In my youth I used to spend my Friday nights driving around Edinburgh in an orange Vauxhall Astra with a few good friends. Much dope was smoked, much acid was swallowed and much hi-jinks was gotten up to.

Our usual haunts were places like the picturesque South Queensferry in the shadow of the Forth bridge, Musselburgh Harbour (which was a few hundred yards from where my girlfriend lived) and Calton Hill. These three places became something of a home for me for a few years. Many a weekend was spent either stoned, steaming drunk or off my tits on LSD.

On one particular night, after we had driven around the road that winds its way around Arthurs Seat to pass some time, we noticed several fire engines and a couple of police cars sitting at the foot of the Salisbury Crags. Being the curious type we drove along to see what the fuss was.

As we approached the bottom of the crags I looked up to see several firemen attempting to reach someone who was standing on the cliff. "It's a jumper!" I yelled to my mate, who immediately threw the car around and headed to the bottom of Calton Hill.

It was with a squeal of rubber and smoking tyres that we handbrake skidded to a halt next to a group of cars occupied by friends. Before the car had even stopped sliding I was halfway out of the window screaming at the drivers to follow us. After shouting that there was someone going to top themselves by hurling themselves off the crags a troop of car engines sprung to life and at least a dozen cars followed us to the crags.

We must have looked like quite a sight to the pedestrians we passed on the way. Twelve to fifteen cars filled to the brim with stoners, acid freaks and pissheads screamed along Regents Road at way over the speed limit must have been quite a thing to behold.

In the time it took for us to drive to Calton Hill and back the firemen had managed to get within a few feet of the jumper and were in the middle of talking him down. As the road had been shut off to allow the firemen access to the crags our troop of cars pulled up onto the pavements and we all poured out to watch the show.

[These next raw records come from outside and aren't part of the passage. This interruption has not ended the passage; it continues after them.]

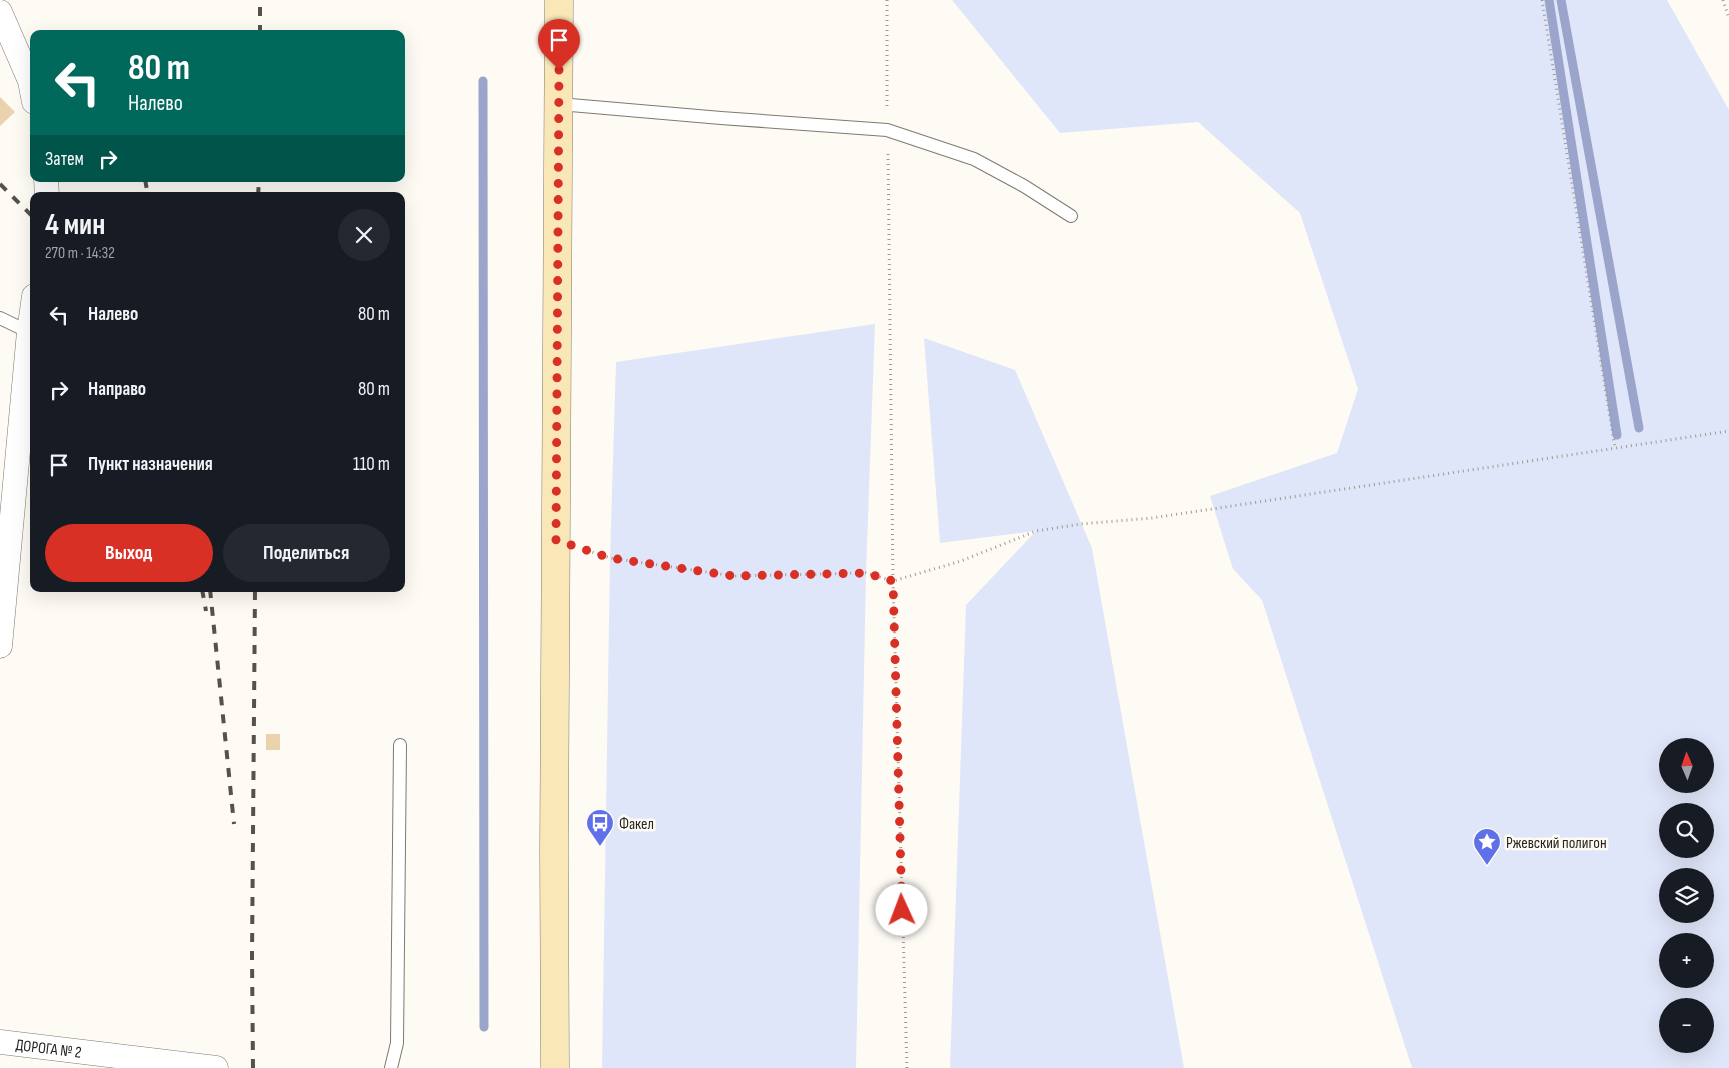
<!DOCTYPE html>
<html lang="ru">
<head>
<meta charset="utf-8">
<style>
  :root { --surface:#171b24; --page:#242831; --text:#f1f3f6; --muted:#9ea1a6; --accent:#d93025 }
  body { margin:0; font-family:"Sofia Sans Condensed",sans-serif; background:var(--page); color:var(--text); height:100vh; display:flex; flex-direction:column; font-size:19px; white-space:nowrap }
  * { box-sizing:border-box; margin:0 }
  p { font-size:16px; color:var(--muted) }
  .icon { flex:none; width:28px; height:28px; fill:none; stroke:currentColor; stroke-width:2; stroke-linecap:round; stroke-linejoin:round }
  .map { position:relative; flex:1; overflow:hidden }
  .sheet { position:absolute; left:30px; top:192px; width:375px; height:400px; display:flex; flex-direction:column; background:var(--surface); border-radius:10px; box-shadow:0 5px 20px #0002 }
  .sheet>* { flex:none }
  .hud { position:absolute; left:30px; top:30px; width:375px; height:152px; border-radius:10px; box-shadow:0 5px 20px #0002; background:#00695c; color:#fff; overflow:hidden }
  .needle { width:32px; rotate:358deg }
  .fabs { position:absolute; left:1659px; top:738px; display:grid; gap:10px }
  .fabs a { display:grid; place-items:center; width:55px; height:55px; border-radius:50%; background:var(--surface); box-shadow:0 5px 20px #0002; font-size:25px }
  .pin { position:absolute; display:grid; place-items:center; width:42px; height:42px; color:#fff; margin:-51px -21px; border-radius:50% 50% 50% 0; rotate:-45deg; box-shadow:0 0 5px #0007 }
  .pin .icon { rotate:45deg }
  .me { position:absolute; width:55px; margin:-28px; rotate:358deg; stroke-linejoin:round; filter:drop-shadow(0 0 4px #0008) }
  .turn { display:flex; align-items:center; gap:18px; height:105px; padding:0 15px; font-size:22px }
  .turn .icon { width:65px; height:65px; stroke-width:2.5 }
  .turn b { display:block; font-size:35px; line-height:42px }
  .then { display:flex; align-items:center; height:48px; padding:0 15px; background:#0003; gap:10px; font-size:19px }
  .round { display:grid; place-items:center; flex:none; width:52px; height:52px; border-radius:26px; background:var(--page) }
  .head { display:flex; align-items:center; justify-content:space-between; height:85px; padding:0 15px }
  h1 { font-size:30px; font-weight:700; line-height:38px }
  .button { display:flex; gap:10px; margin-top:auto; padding:10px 15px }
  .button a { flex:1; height:58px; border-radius:30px; background:var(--accent); color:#fff; font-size:20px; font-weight:700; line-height:58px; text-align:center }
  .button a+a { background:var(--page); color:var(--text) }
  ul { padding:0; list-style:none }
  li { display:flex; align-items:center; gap:15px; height:75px; padding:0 15px }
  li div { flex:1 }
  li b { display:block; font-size:19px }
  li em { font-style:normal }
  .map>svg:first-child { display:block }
</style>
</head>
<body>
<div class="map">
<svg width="1729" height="1068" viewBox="0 0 1729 1068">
  <rect width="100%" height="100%" fill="#fefbf5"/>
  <g fill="#e0e6f9" fill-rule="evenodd">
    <path d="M952,0H1667L1729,110V1068H1412L1262,600L1233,569L1210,496L1337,453L1358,389L1300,213L1198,122L1060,133ZM1705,746V784H1668V746ZM1705,811V849H1668V811ZM1705,876V914H1668V876ZM1705,941V979H1668V941ZM1705,1006V1044H1668V1006Z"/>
    <polygon points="875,324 866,573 856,1068 602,1068 610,558 616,362"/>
    <polygon points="924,338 1015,370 1092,548 1184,1068 950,1068 966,605 1036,531 940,543"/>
  </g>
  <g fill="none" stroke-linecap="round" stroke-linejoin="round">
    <g stroke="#9ba5cb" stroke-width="9">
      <polyline points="1549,0 1617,435"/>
      <polyline points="1561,0 1639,428"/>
      <polyline points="483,81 484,1027"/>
    </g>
  </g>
  <g fill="#e9d3ac">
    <rect x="164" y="30" width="56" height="4"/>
    <polygon points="0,97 15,112 0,126"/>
    <rect x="266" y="734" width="14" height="16"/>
  </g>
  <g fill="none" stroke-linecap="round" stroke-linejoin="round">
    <defs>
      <g id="service">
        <polyline points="559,104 721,118 887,130 974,159 1024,186 1071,216"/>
        <polyline points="0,318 29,332"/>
        <polyline points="391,1068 397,1043 400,745"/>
      </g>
      <g id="minor">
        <polyline points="0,12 30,81 34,102"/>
        <polyline points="46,179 47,196"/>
        <polyline points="0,646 29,332 34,296"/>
        <path id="s1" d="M0,1042L216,1068"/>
      </g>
      <polyline id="secondary" points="555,1068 554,850 559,0"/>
    </defs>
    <use href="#service" stroke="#7e7970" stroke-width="14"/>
    <use href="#minor" stroke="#7e7970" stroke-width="25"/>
    <use href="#secondary" stroke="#7e7970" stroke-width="29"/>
    <g stroke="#9d9a95" stroke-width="3" stroke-dasharray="1 4" stroke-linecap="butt">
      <polyline points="887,0 887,110"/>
      <polyline points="1542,0 1615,448"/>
      <polyline points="1723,0 1729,18"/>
      <polyline points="583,549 610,558 734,576 866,573 893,581 888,151"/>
      <polyline points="907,1068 893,581 961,561 1036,531 1081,524 1152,518 1729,431"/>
    </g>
    <use href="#service" stroke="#fff" stroke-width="12"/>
    <use href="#minor" stroke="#fff" stroke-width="24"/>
    <use href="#secondary" stroke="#f9e7b8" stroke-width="28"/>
    <g stroke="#55524e" stroke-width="4" stroke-dasharray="9 9" stroke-linecap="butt">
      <polyline points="260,34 260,0"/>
      <polyline points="145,179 148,196"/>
      <polyline points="0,184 34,218"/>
      <polyline points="258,196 259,179"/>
      <polyline points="202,589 206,611"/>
      <polyline points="210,589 234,824"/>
      <polyline points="253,1068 252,957 255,589"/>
    </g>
  </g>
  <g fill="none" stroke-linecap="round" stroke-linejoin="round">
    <polyline stroke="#d93025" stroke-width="9" stroke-dasharray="0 16.2" points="559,70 556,540 610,558 734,576 866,573 893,581 902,910"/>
  </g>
  <defs>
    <symbol id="bus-pin" viewBox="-11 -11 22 30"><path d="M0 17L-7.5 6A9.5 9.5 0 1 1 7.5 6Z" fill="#5f70e8" stroke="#fefbf5"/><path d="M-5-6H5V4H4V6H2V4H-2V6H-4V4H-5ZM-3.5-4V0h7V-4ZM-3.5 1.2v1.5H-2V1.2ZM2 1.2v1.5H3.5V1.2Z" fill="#fff"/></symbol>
    <symbol id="sight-pin" viewBox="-11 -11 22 30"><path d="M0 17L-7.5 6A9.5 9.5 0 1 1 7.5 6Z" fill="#5f70e8" stroke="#fefbf5"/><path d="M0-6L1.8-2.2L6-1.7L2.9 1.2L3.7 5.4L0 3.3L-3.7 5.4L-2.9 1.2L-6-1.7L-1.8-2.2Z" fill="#fff"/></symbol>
  </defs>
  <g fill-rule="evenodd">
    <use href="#bus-pin" x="584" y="807" width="32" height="43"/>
    <use href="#sight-pin" x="1471" y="826" width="32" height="43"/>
  </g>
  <g text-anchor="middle" stroke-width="5" stroke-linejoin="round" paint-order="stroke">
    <g font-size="16" fill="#272521" stroke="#fefbf5" text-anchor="start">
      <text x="619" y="829">Факел</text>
      <text x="1506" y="848">Ржевский полигон</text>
    </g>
    <g font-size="16" fill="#272521" stroke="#fefbf5">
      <text dy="6" stroke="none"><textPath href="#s1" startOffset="49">ДОРОГА № 2</textPath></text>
    </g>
  </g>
</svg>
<div class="fabs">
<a><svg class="needle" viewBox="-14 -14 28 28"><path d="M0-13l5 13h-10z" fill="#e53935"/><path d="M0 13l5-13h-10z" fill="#9ea1a6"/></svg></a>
<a><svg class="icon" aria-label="search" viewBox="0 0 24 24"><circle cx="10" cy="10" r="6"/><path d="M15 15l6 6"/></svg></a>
<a><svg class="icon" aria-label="layers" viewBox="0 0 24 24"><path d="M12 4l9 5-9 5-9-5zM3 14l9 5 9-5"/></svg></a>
<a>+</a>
<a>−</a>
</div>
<div class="pin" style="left:559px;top:70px;background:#d93025"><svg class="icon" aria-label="arrive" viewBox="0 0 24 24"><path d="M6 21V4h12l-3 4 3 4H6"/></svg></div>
<svg class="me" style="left:902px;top:910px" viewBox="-20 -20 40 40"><circle r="19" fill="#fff"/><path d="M0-13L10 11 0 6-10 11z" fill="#d93025"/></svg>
<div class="hud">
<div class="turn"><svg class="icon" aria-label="left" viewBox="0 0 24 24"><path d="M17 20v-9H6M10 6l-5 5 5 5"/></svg><div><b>80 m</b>Налево</div></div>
<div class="then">Затем<svg class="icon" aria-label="right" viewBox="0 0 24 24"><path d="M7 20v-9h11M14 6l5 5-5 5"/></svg></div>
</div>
<section class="sheet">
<div class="head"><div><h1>4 мин</h1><p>270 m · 14:32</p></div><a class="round"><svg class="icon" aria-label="close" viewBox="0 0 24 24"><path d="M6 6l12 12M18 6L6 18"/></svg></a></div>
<ul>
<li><svg class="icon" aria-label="left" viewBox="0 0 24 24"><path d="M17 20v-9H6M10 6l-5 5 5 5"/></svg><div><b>Налево</b></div><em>80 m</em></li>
<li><svg class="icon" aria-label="right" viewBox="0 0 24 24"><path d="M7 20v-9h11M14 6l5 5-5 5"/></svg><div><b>Направо</b></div><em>80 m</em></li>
<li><svg class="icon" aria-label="arrive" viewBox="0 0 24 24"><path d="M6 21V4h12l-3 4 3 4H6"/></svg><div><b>Пункт назначения</b></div><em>110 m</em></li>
</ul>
<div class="button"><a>Выход</a><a>Поделиться</a></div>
</section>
</div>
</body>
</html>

Joints were being smoked and bottles were being passed around amongst the crowd and people were chatting idly about how the firemen and police were dealing with the situation. Everyone seemed to have an opinion on the specialised training the emergency services were given to deal with occasions such as this, and to a man all were voiced.

The only voice that didn't give a flying fuck about the specialised training the emergency services received was, surprise surprise, mine. I took a deep breath and yelled as loud as I possibly could... "JUMP YA PRICK!"

This got a quite a laugh from the group of people that were watching the spectacle and I continued. "TRY AND TAKE A COUPLE OF THOSE BASTARDS WITH YOU!" I yelled. More laughter erupted from the crowd and a few of the group joined in. Meanwhile the potential jumpee had been convinced by the emergency services that it wasn't worth it and were in the process of helping him down the hill.

I often wondered what was going through the guys mind as he was helped into the back of an ambulance to yells and screams of "POOF!" - "FUCKING CHICKEN!" - "JESSIE!" and my personal favourite... "I HOPE SOMEONE KILLS YOU IN THE JAIL YA COWARDLY CUNT!"

Which, of course, issued from my very own lips.

1 comment:

Anonymous said...

Interesting story but I feel sorry for you having an orange Astra good powerful Vauxhall engine for its size but couldnt have an orange one.